Fred Harteis News Articles - Bad co-workers get all the press. Brash bullies, sneaky saboteurs and prickly prima donnas have been the subject of more than a few career-related books, advice columns and even television shows such as 'The Office. ' But the attention that rumormongers, know-it-alls and killjoys receive doesn't mean there aren't professionals in your workplace who are worth getting to know. Following are four types of office good guys who can help you advance your career or simply make your workday a little easier.
An organization's most influential individuals are not always the highest-ranking -- or highest-profile -- employees. While some of your less savvy co-workers might focus all their energy on flattering the higher-ups, the company's executive or administrative assistants are often the ones who actually run much of the show, albeit behind the scenes. Administrative professionals hold key information about the bosses' priorities, schedules and moods. Having established a rapport with the these less-heralded power players might come in handy when you're in a pinch and need to quickly squeeze in some face time with a manager. They also can provide invaluable insight into when -- and when not -- to approach the boss.
The Grapevine Monitor.
Unlike the dirt-dishing gossip, who delights in spreading "juicy" tales of trivial interoffice melodrama, the grapevine monitor is acutely aware of the office's relevant developments and political undercurrents. The grapevine monitor remains current on organizational issues by doing more listening than talking at the watercooler. Developing an ally in the information loop, who can filter the meaningful business-related information from the nonsense, can be valuable in times of transition. For instance, the grapevine monitor may know of upcoming projects, budget cuts or resource restrictions before the information is distributed through official channels. Put simply, when significant changes are afoot, it never hurts to have a trustworthy friend with an ear to the ground.
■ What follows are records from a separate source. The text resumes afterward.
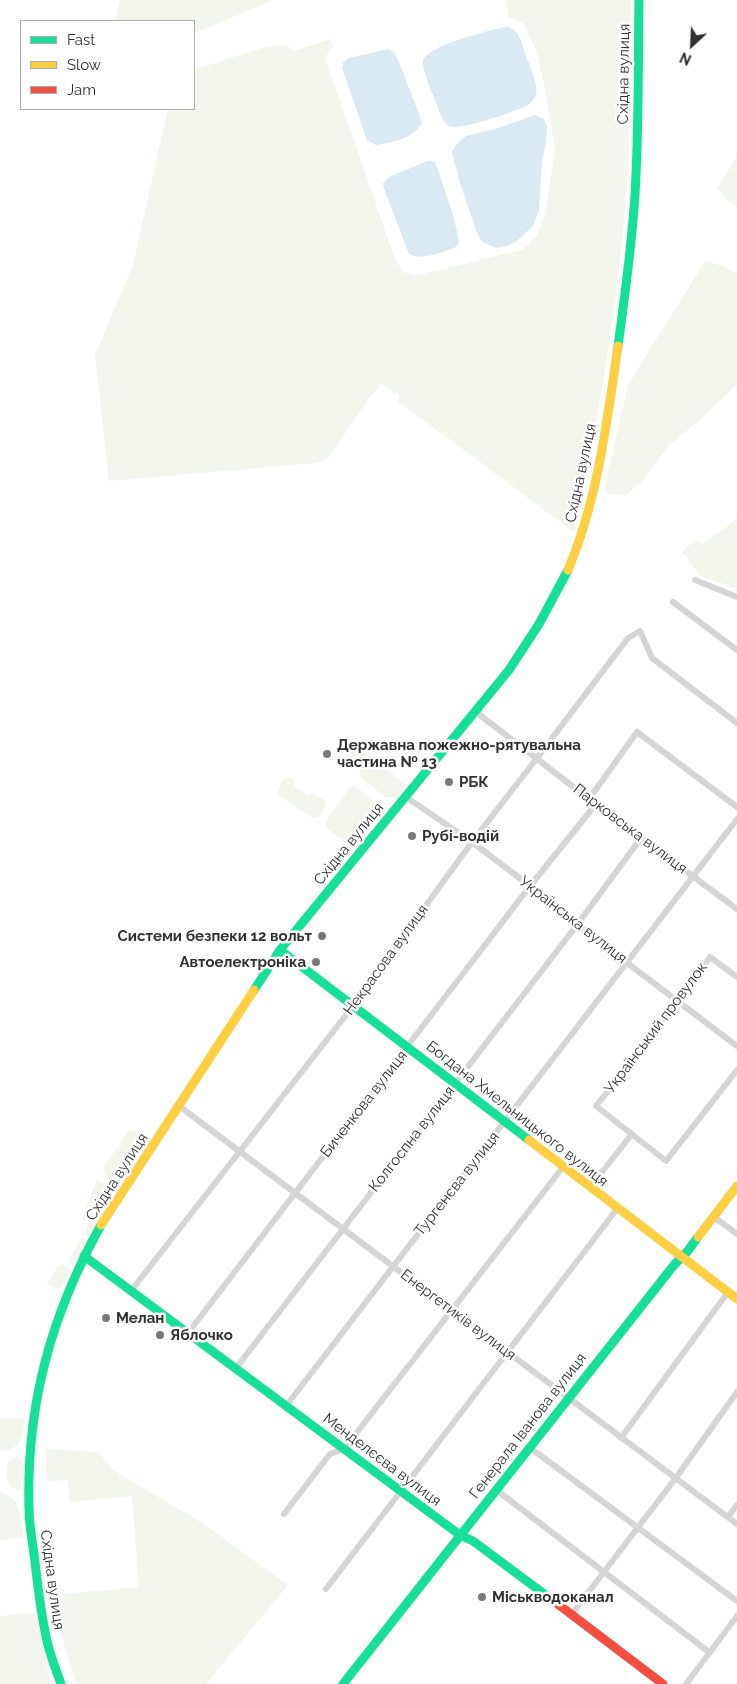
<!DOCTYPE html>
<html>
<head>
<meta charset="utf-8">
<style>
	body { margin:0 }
	#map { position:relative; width:737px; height:1684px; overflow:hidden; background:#fff; font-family:Raleway,sans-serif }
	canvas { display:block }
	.legend { position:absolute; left:20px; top:20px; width:175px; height:90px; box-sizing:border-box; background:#fff; border:1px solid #adadad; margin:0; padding:6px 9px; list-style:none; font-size:15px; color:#313131 }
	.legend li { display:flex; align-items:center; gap:10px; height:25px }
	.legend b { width:25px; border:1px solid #adadad }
	.north { position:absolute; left:667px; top:20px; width:50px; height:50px; -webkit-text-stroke:4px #fff; paint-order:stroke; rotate:205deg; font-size:14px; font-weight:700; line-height:20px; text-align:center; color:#313131 }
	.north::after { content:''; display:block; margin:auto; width:18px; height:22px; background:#313131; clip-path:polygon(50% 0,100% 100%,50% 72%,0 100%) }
</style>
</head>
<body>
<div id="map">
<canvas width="737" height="1684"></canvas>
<ul class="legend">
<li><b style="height:6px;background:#16e098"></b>Fast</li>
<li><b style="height:6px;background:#ffcf43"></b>Slow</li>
<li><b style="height:6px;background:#f24e42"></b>Jam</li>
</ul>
<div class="north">N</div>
</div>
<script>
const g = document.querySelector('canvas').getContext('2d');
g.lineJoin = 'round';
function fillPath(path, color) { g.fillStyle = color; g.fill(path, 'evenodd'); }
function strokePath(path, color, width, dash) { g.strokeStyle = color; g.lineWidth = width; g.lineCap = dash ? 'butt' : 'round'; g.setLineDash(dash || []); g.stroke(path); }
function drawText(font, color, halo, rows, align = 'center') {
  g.font = font + ' Raleway,sans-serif'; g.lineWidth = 5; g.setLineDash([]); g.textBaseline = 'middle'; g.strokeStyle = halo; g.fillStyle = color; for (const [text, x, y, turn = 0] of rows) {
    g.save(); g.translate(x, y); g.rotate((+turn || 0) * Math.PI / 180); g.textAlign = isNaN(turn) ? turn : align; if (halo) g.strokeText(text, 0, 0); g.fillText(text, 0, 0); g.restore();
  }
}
fillPath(new Path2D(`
	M120,0H274L194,33V21H115Z
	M506,0H631C630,62 631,124 627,185C619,302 598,418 575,533L398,401L399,395L381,384L370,397L328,458L315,463L109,481L95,355L133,265L168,109H194V70L265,47L285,44L294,51L330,39L333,46L325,58L394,256L402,271L413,276L522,250L536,237L545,216L555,150L547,100L537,52L523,23L508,17Z
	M737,157V206L728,201L717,188Z
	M705,261L723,266L737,274V384L701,419L668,446L644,479L626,495L609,494L605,486L628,385Z
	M737,519V589L699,575L682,552L695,540L703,544Z
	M354,742L407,786L397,797H385L361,777L359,774L362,767L346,755Z
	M287,778H290L295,781L293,786L309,796L312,793L324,800L326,807L317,818L311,817L280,796L278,792C280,787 281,780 287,778Z
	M354,785L381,807L382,814L359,844L350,845L326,828V821L350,787Z
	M146,1130L112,1179L106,1176L103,1169L104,1166L128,1132L130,1131Z
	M97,1179L108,1186L85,1221L82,1219Z
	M111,1189L115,1193L113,1199L89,1236L85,1234L87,1225Z
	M83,1238L87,1241L74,1265H71L69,1259L81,1239Z
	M59,1265H64L71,1270C65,1282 62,1297 47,1283Z
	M0,1418L24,1419C23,1440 21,1448 0,1452Z
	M45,1449L98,1452L114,1471L204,1524L288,1585L206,1684H76L62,1637L54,1595L139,1587L132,1496L69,1502L68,1480L47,1481Z
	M17,1456L23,1461L21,1489L19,1490C5,1486 5,1475 8,1462Z
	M0,1491C5,1494 10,1496 14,1500C19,1506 23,1530 24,1538L0,1540Z
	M35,1612L49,1675L53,1684H0V1616Z`), '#f2f6ed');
fillPath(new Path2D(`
	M507,27C520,30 522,43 525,54C529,64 539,86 536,95C534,100 530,104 526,106C515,112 462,129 451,127C447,126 446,123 443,120C439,109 421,70 423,61C425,46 493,29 507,27Z
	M388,49L395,53L399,62L422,122C414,139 393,142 376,145L367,140L342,68L343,63L349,58Z
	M535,115L544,119L547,126L546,143L542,161L539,209L533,226L516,242L507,246L496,248L482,242L477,233L460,183L452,152L456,145L466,136L498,128Z
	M428,161H432L435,162L438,170L454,218L459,242L456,247C442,252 423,261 409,254L384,189L383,183L389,177Z`), '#dbe9f3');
strokePath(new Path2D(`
	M695,580L737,597
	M673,602L737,650
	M476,712L589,799L737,909
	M406,797L472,842L530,886L577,925L737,1046
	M589,799L637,732L737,807
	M737,977L710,957L678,1002L596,1106L666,1161L737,1070
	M179,1106L737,1524
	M590,1187L632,1134
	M714,1217L737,1234
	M131,1291L353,1006L472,842L537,758L628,638L640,631L652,658L737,723
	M188,1333L530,886L596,804
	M236,1368L577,925L641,838
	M286,1406L737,819
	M621,1438L728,1292
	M529,1447L737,1601
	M495,1489L709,1652
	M284,1514L330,1454L344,1449L563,1167
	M728,1517L737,1505
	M326,1589L617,1209
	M571,1615L675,1479L737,1392
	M686,1684L737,1616`), '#d5d5d5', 6);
strokePath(new Path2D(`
	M618,346C625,295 632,245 635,194C639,130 638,65 639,0
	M280,950L529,1140
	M254,990L280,950L509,670L539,624L568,570
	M84,1256L460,1535L473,1541L559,1605
	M61,1684C56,1670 50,1655 47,1641C41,1615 38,1588 35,1562C33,1544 29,1526 29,1509C26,1405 51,1315 101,1225
	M343,1684L674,1265L687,1252L698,1237`), '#16e098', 9);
strokePath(new Path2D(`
	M568,570C598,499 607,421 618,346
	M529,1140L737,1299
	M101,1225L254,990
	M698,1237L737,1186`), '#ffcf43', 9);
strokePath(new Path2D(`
	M559,1605L663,1684`), '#f24e42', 9);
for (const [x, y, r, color] of [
	[327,754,5,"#797979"],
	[449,782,5,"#797979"],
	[412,836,5,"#797979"],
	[322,936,5,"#797979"],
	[316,962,5,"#797979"],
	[106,1318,5,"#797979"],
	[160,1335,5,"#797979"],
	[482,1597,5,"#797979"]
]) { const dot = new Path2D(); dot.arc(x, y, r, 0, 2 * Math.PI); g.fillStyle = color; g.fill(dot); strokePath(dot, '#fff', 2); }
drawText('15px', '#313131', '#fff', [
	["Східна вулиця",624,74,-89],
	["Східна вулиця",581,473,-78],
	["Парковська вулиця",630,829,37],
	["Східна вулиця",349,844,-51],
	["Українська вулиця",573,920,38],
	["Некрасова вулиця",386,960,-54],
	["Український провулок",656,1028,-53],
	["Биченкова вулиця",364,1104,-52],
	["Богдана Хмельницького вулиця",517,1114,38],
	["Колгоспна вулиця",412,1139,-52],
	["Східна вулиця",117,1177,-57],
	["Тургенєва вулиця",457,1184,-52],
	["Енергетиків вулиця",458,1315,37],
	["Генерала Іванова вулиця",528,1426,-52],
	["Менделєєва вулиця",382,1460,37],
	["Східна вулиця",52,1580,82]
]);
drawText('bold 15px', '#313131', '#fff', [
	["Державна пожежно-рятувальна",337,745],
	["частина № 13",337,762],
	["РБК",459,782],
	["Рубі-водій",422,836],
	["Системи безпеки 12 вольт",312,936,"right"],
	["Автоелектроніка",306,962,"right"],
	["Мелан",116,1318],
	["Яблочко",170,1335],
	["Міськводоканал",492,1597]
], 'left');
</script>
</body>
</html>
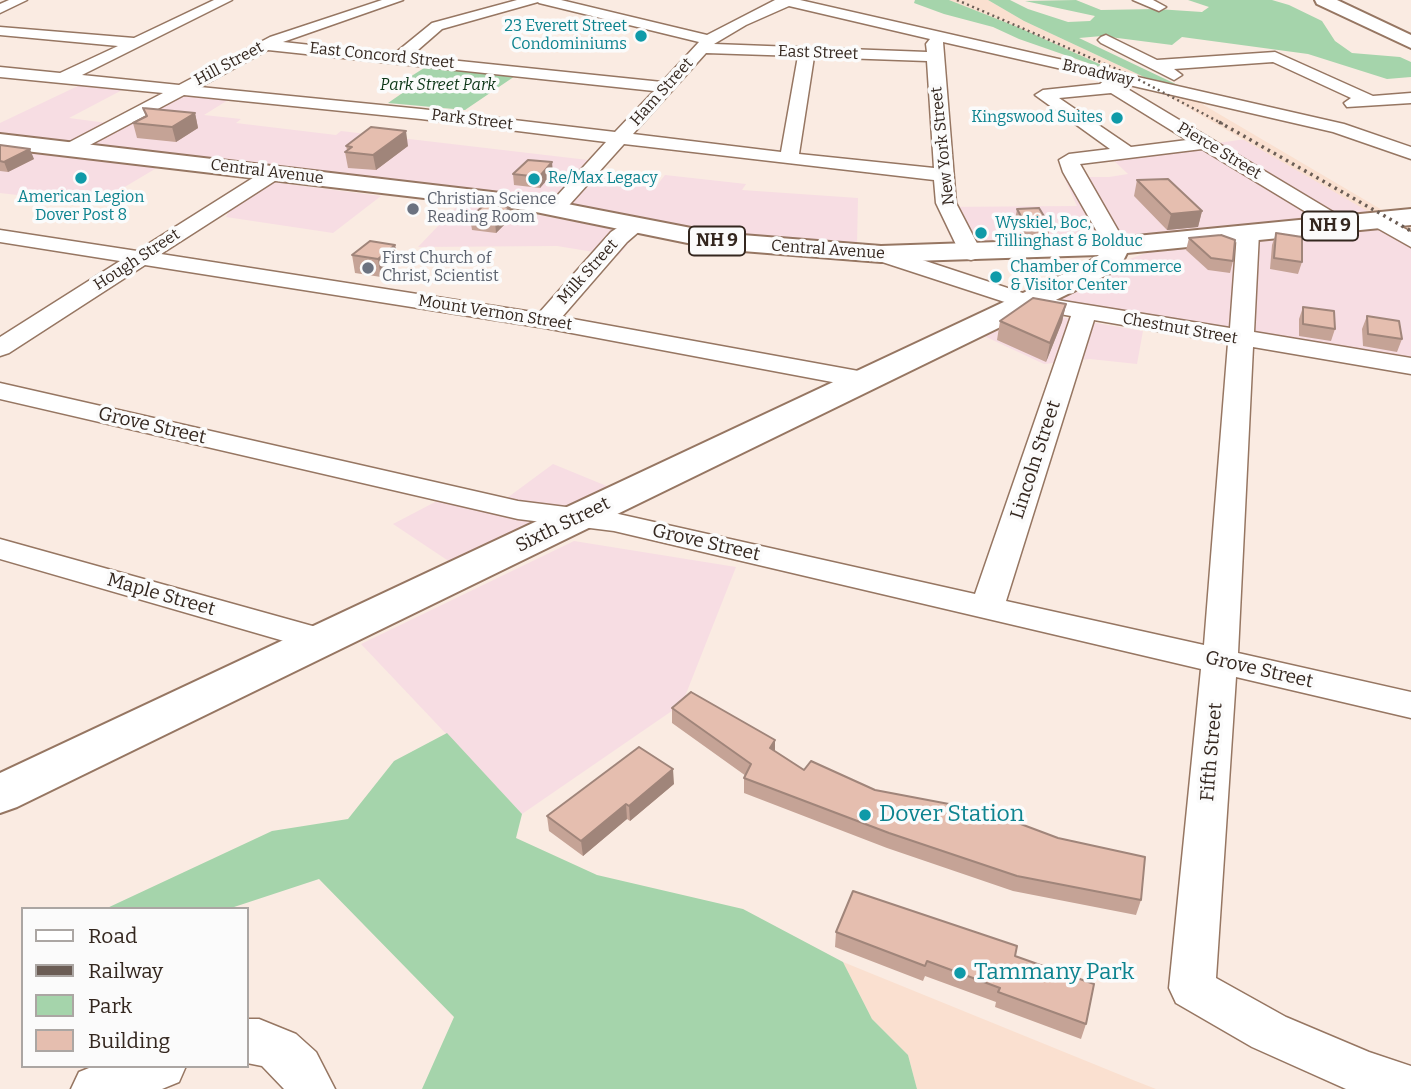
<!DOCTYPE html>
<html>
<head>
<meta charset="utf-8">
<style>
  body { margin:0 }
  #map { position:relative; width:1411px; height:1089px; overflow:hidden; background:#faebe2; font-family:Bitter,serif }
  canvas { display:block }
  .legend { position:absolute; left:21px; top:907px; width:228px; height:161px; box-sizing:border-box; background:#fbfbfb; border:2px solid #aba6a3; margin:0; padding:9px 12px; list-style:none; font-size:21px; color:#34271f }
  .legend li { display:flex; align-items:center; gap:14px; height:35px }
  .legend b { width:35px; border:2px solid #aba6a3 }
</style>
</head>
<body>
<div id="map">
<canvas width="1411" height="1089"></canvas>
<ul class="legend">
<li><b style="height:9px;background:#fff"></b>Road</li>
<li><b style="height:9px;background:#6b5d55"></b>Railway</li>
<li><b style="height:19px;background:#a5d4ab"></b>Park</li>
<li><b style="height:19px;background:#e5beaf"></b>Building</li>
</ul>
</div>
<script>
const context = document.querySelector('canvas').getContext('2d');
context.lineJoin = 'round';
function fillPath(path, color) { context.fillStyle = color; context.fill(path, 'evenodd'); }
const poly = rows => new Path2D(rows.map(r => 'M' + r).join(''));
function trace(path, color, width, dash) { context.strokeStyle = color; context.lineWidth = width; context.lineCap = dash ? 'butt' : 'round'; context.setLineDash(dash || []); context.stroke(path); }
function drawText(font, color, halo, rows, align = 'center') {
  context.font = font + ' Bitter,serif'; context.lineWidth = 7; context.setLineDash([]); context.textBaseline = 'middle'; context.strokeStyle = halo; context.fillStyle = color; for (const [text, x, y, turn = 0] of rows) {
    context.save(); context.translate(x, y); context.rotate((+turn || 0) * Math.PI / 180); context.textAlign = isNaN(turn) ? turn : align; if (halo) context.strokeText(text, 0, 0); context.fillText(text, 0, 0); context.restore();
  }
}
fillPath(poly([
  [82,84,126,88,69,118,107,123,164,93,236,95,204,115,241,119,236,123,336,135,341,131,588,160,602,178,657,185,665,175,746,184,742,190,858,198,857,244,738,237,469,188,0,135,0,123],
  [1246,139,1372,212,1075,240,954,245,937,207,1077,206,1064,177,1109,177,1128,174,1111,158],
  [0,146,160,166,96,204,0,193],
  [272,182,381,196,333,233,226,217,230,209],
  [458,205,538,215,637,233,618,256,557,246,418,247],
  [1397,227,1411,236,1411,357,1062,303,1056,299,1132,258,1149,252],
  [1026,315,1049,315,1143,331,1137,364,1090,359,1044,364,982,335],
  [553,464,614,489,453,564,393,524,460,489,507,498],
  [574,541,736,567,682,704,522,814,361,644]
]), '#f7dde3');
fillPath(poly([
  [949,0,988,0,1024,21,1144,77,1117,71],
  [1164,94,1197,101,1411,227,1411,236],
  [843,962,1133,1080,1156,1089,917,1089,908,1055,872,1019]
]), '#fae0d0');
fillPath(poly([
  [915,0,949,0,1020,28,1128,77,1019,39,993,27,944,14,914,3],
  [988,0,1010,0,1028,9,1068,22,1090,21,1095,16,1025,1,1076,0,1101,10,1157,9,1202,12,1209,7,1188,0,1272,0,1289,5,1322,21,1335,41,1352,53,1400,57,1411,62,1411,77,1387,79,1308,54,1182,37,1172,45,1102,36,1079,38,1184,88,1144,77,1024,21],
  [432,63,518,74,465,110,388,103,414,85,402,82],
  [447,733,522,814,516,838,597,875,743,909,843,962,872,1019,908,1055,917,1089,422,1089,454,1017,319,879,228,909,105,909,272,831,348,819,394,761]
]), '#a5d4ab');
const minor = poly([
  [9,0,27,0,0,13,0,4,9,0],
  [214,0,232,0,82,75,179,85,270,37,382,0,403,0,283,42,394,54,432,23,517,0,561,0,707,35,775,0,800,0,1344,124,1411,147,1411,159,1333,132,1116,82,1348,221,1352,225,1348,229,1341,231,1334,229,1202,149,1080,164,1127,246,1124,251,1108,251,1063,172,1059,160,1069,154,1110,149,1035,95,1043,90,1100,84,1106,79,943,42,956,203,982,253,979,258,971,260,963,258,960,253,936,203,934,180,624,144,562,213,555,215,548,213,545,209,606,142,421,119,184,95,71,155,64,153,62,149,64,145,163,93,0,77,0,67,60,73,118,46,0,35,0,27,134,38,214,0],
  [538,2,539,3,699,42,662,82,411,56,442,29,538,2],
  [789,6,930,39,926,44,927,52,714,44,746,25,789,6],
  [268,50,654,91,615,132,421,109,200,87,268,50],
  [706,53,798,56,781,152,633,134,706,53],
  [814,57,927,61,934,168,799,154,814,57],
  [1111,93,1187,140,1131,147,1059,98,1111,93],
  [1133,0,1153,0,1166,7,1159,11,1133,0],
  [1106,35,1157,60,1275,52,1373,96,1411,93,1411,103,1347,107,1344,103,1351,98,1273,62,1174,69,1182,75,1174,80,1101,43,1098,40,1101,37,1106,35],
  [274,167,284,173,281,177,161,254,539,313,611,232,628,221,635,219,642,221,646,225,642,229,627,242,562,317,864,372,873,374,877,380,873,386,864,388,545,328,145,265,9,353,0,356,0,337,120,261,0,242,0,230,137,251,267,169,274,167],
  [1379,215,1411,232,1411,247,1372,225,1369,221,1372,217,1379,215],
  [1248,227,1256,228,1259,233,1254,332,1411,358,1411,374,1253,347,1238,653,1411,692,1411,718,1236,677,1216,978,1286,1017,1369,1052,1411,1066,1411,1089,1346,1089,1252,1047,1176,1003,1169,988,1201,669,614,531,518,519,0,399,0,383,518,501,614,513,975,594,1071,316,1020,307,873,259,870,254,873,249,889,249,1032,296,1230,328,1237,233,1240,228,1248,227],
  [1094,320,1228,343,1204,645,1006,601,1094,320],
  [0,539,334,632,339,640,334,648,322,652,0,559,0,539],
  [247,1019,259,1019,296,1034,316,1052,335,1089,284,1089,262,1066,247,1063,247,1019],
  [94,1066,186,1066,179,1082,162,1089,71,1089,79,1072,94,1066]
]);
const major = poly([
  [1315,0,1337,0,1411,35,1411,48,1317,4,1315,0],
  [0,134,526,196,717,233,881,246,1116,238,1411,209,1411,225,1127,253,1121,265,1109,274,17,807,0,813,0,773,1089,262,1099,255,881,262,717,249,526,210,0,148,0,134]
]);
trace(minor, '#967662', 3);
trace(major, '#967662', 4);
fillPath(minor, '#fff');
fillPath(major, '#fff');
trace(poly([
  [957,0,1128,74,1223,124]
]), '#6b5d55', 2.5, [2, 3.5]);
trace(poly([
  [1219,122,1411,231]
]), '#6b5d55', 3.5, [2.5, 4.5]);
fillPath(poly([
  [143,108,195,113,198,128,176,142,137,138,133,123,146,117],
  [0,145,34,159,8,172,0,171],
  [346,146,408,146,376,170,348,168,345,152,347,150],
  [553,173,540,188,514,185,513,174],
  [1137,180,1202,211,1198,227,1167,230,1134,196],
  [1017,209,1050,226,1048,238,1025,238,1015,220],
  [470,218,511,218,496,233,472,230],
  [1276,233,1302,262,1298,274,1270,269,1272,245],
  [1189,238,1233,261,1230,273,1208,270,1186,250],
  [395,245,398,262,381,277,355,273,352,255],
  [1066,304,1062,322,1046,362,997,340,1000,321],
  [1303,307,1335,329,1331,341,1299,336,1299,319],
  [1367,316,1402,339,1397,352,1363,346,1362,329],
  [672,708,775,740,775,751,804,770,875,790,1141,900,1136,915,1013,891,887,848,744,793,744,778,746,776,672,723],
  [674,784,630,821,627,819,583,856,549,831,547,816],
  [836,932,1015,956,1086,1024,1081,1039,995,1007,996,1002,925,976,923,981,835,947]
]), '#c5a396');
fillPath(poly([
  [195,113,198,128,176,142,172,127],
  [406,131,408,146,376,170,373,155],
  [30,149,34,159,8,172,4,162],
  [552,162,553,173,540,188,539,177],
  [510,207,511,218,496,233,495,221],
  [1202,211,1198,227,1167,230,1171,214],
  [395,245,398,262,381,277,378,259],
  [1066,304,1062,322,1046,362,1050,343],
  [775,740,775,755,770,748],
  [673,769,674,784,630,821,629,806],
  [626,804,627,819,583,856,581,841]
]), '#a0857a');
const building = poly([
  [143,108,195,113,172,127,133,123,147,116,143,108],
  [371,127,406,131,373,155,345,152,352,147,346,146,371,127],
  [0,145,30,149,4,162,0,161,0,145],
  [528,160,552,162,539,177,513,174,528,160],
  [1168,179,1202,211,1171,214,1137,180,1168,179],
  [485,204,510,207,495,221,470,218,485,204],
  [1039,208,1050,226,1027,227,1017,209,1039,208],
  [1276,233,1302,237,1302,262,1274,258,1276,233],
  [1221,235,1235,240,1233,261,1211,258,1189,238,1221,235],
  [370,241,395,245,378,259,352,255,370,241],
  [1033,298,1066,304,1050,343,1000,321,1033,298],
  [1303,307,1334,311,1335,329,1303,324,1303,307],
  [1367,316,1399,321,1402,339,1368,334,1367,316],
  [691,692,775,740,770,748,804,770,811,761,875,790,986,811,1058,838,1145,857,1141,900,1017,876,889,833,744,778,751,764,672,708,691,692],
  [639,747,673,769,629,806,626,804,581,841,547,816,639,747],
  [853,891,1017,946,1015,956,1094,984,1086,1024,998,992,1000,988,927,961,925,966,836,932,853,891]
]);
fillPath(building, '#e5beaf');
trace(building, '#a0857a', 2);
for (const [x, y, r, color] of [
  [641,36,7,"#0f9aa8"],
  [1117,118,7,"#0f9aa8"],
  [81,178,7,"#0f9aa8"],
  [534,179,7,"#0f9aa8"],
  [413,209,7,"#6b7280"],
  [981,233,7,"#0f9aa8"],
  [368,268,7,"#6b7280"],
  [996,277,7,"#0f9aa8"],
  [865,815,7,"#0f9aa8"],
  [960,973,7,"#0f9aa8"]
]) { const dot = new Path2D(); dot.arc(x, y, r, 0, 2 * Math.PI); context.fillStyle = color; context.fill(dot); trace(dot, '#fbfbfb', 2.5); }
drawText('16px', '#0d838f', '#fbfbfb', [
  ["23 Everett Street",627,27,"right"],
  ["Condominiums",627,45,"right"],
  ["Kingswood Suites",1103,118,"right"],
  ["Re/Max Legacy",548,179],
  ["American Legion",81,198,"center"],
  ["Dover Post 8",81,216,"center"],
  ["Wyskiel, Boc,",995,224],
  ["Tillinghast & Bolduc",995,242],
  ["Chamber of Commerce",1010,268],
  ["& Visitor Center",1010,286]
], 'left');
drawText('16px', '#34271f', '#fbfbfb', [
  ["East Street",818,53,2],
  ["East Concord Street",382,56,6],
  ["Hill Street",229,64,-28],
  ["Broadway",1098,73,13],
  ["Ham Street",662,92,-48],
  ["Park Street",472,120,7],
  ["New York Street",943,146,-96],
  ["Pierce Street",1219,151,31],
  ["Central Avenue",267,172,7],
  ["Central Avenue",828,250,4],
  ["Hough Street",137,260,-33],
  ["Milk Street",588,272,-48],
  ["Mount Vernon Street",495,313,9],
  ["Chestnut Street",1180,329,10]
]);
drawText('italic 16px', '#0c3617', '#fbfbfb', [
  ["Park Street Park",438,86]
]);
drawText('16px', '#5b616d', '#fbfbfb', [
  ["Christian Science",427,200],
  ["Reading Room",427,218],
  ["First Church of",382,259],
  ["Christ, Scientist",382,277]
], 'left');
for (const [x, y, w] of [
  [1330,226,56],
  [717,241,56]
]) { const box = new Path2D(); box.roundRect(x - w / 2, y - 14.5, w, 29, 5); context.fillStyle = '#fbfbfb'; context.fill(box); trace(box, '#34271f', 2); }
drawText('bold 18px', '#34271f', null, [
  ["NH 9",1330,226],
  ["NH 9",717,241]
]);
drawText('19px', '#34271f', '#fbfbfb', [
  ["Grove Street",152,426,13],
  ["Lincoln Street",1036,460,-72],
  ["Sixth Street",563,525,-26],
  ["Grove Street",706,543,13],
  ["Maple Street",161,595,16],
  ["Grove Street",1259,670,13],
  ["Fifth Street",1212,752,-85]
]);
drawText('23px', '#0d838f', '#fbfbfb', [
  ["Dover Station",879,815],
  ["Tammany Park",974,973]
], 'left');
</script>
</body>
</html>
The Well-Connected Social Butterfly.
There is typically at least one individual in every company who seems to know -- and get along with -- everyone else. Acquaint yourself with this person. The well-connected social butterfly is a consummate team builder who never forgets a face, name or detail. Aligning yourself with the social butterfly is particularly helpful if you are shy or new to an organization. These expert communicators and collaborators can ease your adjustment and help you branch out by introducing you to staff members from other areas of the company. In addition, watching how the well-connected social butterfly operates (how the person starts conversations, interacts with others and puts people at ease) can help you enhance your interpersonal skills and ability to collaborate with others.
The Coolheaded Veteran.
The coolheaded veteran is not identified by age but by experience and temperament. In times of high pressure and tight deadlines, this steady professional weathers the storm with efficiency and poise. Sage, calm and resourceful, the veteran has encountered difficult times in the past and is willing to share his or her survival tips on performing with grace under fire. Whether you seek the cool-headed veteran's counsel as issues arise or he or she becomes a close mentor, this unflappable and wise worker is worth observing and emulating.
Knowing which relationships to leverage in the workplace is as important as understanding which people to watch out for. So identify the heroes in your workplace and consider inviting one of them to lunch -- it's never too early or too late to start building these valuable contacts.